MAS extends profitability deadline by one year
KUALA LUMPUR, June 21 — Malaysia Airlines has moved its original target to return to profitabilty to 2014 from the original target of 2013 said its CEO Ahmad Jauhari today.
The airline had posted larger than expected first quarter losses despite unveiling a business turnaround plan in December last year.
“We give ourselves till 2014 to return to profitability,” he said in a press conference here after the company AGM.
MAS posted a first quarter core net loss of RM347 million, or 87 per cent of the full-year consensus net loss forecast of RM401 million, prompting research houses to revise the airline's net losses
for the year up dramatically to as much as RM858 million as compared with previous estimates of RM521 million.

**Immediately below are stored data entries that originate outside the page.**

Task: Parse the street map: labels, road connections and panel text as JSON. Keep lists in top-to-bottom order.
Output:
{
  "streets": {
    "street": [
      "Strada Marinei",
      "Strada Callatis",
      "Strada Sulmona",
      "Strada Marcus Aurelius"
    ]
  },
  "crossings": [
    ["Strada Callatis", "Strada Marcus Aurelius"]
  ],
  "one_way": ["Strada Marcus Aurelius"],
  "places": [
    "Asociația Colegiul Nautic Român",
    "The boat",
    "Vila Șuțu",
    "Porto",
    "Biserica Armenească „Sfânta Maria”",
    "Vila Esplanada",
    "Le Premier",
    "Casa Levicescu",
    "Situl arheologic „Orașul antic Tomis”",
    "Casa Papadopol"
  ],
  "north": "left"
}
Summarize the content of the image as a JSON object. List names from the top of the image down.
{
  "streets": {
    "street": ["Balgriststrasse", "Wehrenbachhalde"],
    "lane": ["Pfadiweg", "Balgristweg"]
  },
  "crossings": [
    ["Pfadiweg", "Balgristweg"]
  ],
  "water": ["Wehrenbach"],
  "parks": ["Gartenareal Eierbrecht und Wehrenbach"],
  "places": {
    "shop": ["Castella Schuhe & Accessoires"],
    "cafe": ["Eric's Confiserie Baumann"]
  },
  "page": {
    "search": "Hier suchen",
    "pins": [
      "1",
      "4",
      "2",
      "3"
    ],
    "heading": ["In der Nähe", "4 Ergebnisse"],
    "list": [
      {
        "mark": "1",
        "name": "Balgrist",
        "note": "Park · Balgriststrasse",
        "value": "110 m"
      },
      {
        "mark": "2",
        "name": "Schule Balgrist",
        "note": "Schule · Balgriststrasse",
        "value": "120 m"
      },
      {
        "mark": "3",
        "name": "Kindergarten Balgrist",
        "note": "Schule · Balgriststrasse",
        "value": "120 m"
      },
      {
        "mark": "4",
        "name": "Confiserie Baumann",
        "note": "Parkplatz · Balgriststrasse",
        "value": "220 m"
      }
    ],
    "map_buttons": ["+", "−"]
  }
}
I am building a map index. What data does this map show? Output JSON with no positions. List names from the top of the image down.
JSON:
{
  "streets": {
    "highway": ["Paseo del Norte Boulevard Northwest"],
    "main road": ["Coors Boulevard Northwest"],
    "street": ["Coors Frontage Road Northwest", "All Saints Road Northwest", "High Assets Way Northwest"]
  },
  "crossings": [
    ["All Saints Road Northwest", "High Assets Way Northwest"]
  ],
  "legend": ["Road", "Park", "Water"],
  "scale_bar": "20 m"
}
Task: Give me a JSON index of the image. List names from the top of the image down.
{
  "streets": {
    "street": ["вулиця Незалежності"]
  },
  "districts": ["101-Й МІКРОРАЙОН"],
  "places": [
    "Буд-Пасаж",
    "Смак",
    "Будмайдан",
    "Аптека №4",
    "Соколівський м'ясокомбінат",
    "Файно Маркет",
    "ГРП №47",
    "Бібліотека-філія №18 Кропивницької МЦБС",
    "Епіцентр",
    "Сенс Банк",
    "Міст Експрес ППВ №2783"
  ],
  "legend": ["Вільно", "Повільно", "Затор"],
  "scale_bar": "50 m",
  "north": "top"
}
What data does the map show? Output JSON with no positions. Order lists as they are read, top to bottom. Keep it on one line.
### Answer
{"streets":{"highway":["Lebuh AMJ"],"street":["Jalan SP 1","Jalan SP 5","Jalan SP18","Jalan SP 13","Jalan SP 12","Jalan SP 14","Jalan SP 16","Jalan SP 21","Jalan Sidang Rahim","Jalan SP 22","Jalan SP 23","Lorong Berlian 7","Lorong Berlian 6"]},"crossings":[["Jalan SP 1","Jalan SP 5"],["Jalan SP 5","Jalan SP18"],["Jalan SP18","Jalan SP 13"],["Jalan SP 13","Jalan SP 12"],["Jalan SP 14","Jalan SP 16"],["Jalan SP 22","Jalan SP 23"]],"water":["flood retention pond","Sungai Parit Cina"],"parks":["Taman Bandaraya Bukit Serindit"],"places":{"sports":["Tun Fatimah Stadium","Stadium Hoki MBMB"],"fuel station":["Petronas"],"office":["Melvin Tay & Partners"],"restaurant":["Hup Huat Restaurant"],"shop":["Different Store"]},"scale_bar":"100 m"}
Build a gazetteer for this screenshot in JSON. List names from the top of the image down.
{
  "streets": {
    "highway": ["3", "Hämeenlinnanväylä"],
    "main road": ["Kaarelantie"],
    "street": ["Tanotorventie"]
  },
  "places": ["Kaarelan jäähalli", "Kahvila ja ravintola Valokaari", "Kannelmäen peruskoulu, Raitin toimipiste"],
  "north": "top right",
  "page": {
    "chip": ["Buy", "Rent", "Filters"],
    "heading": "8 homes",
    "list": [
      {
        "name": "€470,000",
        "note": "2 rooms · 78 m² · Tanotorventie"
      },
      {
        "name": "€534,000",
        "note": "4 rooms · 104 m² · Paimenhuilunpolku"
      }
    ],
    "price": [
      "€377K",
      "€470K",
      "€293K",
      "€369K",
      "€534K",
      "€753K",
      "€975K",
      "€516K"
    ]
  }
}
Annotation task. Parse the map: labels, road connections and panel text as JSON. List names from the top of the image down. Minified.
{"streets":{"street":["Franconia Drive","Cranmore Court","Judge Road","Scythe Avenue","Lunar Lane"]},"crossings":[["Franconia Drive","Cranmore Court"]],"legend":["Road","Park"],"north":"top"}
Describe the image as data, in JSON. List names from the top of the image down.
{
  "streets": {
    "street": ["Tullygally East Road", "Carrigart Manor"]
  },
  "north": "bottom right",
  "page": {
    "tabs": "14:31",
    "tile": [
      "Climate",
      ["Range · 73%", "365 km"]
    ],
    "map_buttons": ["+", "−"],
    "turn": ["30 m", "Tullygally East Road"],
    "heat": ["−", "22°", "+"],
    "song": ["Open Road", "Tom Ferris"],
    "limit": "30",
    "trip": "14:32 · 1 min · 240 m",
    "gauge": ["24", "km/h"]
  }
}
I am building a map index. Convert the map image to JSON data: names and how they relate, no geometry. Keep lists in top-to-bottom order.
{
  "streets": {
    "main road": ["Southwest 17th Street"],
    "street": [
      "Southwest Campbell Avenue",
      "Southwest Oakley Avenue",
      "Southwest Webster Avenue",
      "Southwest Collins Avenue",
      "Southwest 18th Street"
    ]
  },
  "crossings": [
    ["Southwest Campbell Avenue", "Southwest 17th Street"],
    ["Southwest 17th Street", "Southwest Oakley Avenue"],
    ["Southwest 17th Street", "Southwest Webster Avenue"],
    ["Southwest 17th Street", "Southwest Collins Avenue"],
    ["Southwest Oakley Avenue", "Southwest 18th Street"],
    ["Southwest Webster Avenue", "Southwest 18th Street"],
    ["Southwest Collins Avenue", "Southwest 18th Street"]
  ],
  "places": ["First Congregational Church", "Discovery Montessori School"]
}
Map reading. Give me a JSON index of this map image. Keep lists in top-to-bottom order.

Ahmad said that the airline will now focus on maximising revenue while implementing structural cost reductions.
Asked about the possibility of the departure of more key executives and its impact on the turnaround plan, the MAS CEO said that “people come and people go. If they go, we will have to find replacements.”
Asked whether AirAsia will be using MAS maintenance, repair and overhaul (MRO) services following the unwinding of the share swap agreement, Ahmad said that “we are ready to serve any customers.”
He also said that the original plan for the new A380 aircraft was to serve both London and Sydney and that the plan for now was to have the aircraft fly only to London but would relook at Sydney at a later date.
“The capacity might be too big for Sydney,” he said.
Ahmad also said that there were no immediate plans to revive Firefly's jet services which were terminated following the share swap with AirAsia but that MAS would consider having an intermediate cost airline like Singapore Airline's SilkAir.
“Firefly will concentrate on turbo-prop operations,” he said.
Ahmad declined to discuss job cut numbers, saying it was “sensitive” but that manpower costs will be dealt with.
He acknowleged that MAS had returned to its “original size” despite a separation scheme initiated a few years ago that reduced staff numbers by 3,000.
MAS currently has about 20,000 full time and 3,000 part time staff.
Ahmad said that MAS will “sweat” its assets to maximise utilisation.
“We want to utilise assets more,” he said. “On previous networks, utilisation was low.”
He added that the target was to reduce cost per available seat kilometer (CASK) by 20 per cent and increase revenue per available seat kilometer (RASK) by 10 per cent.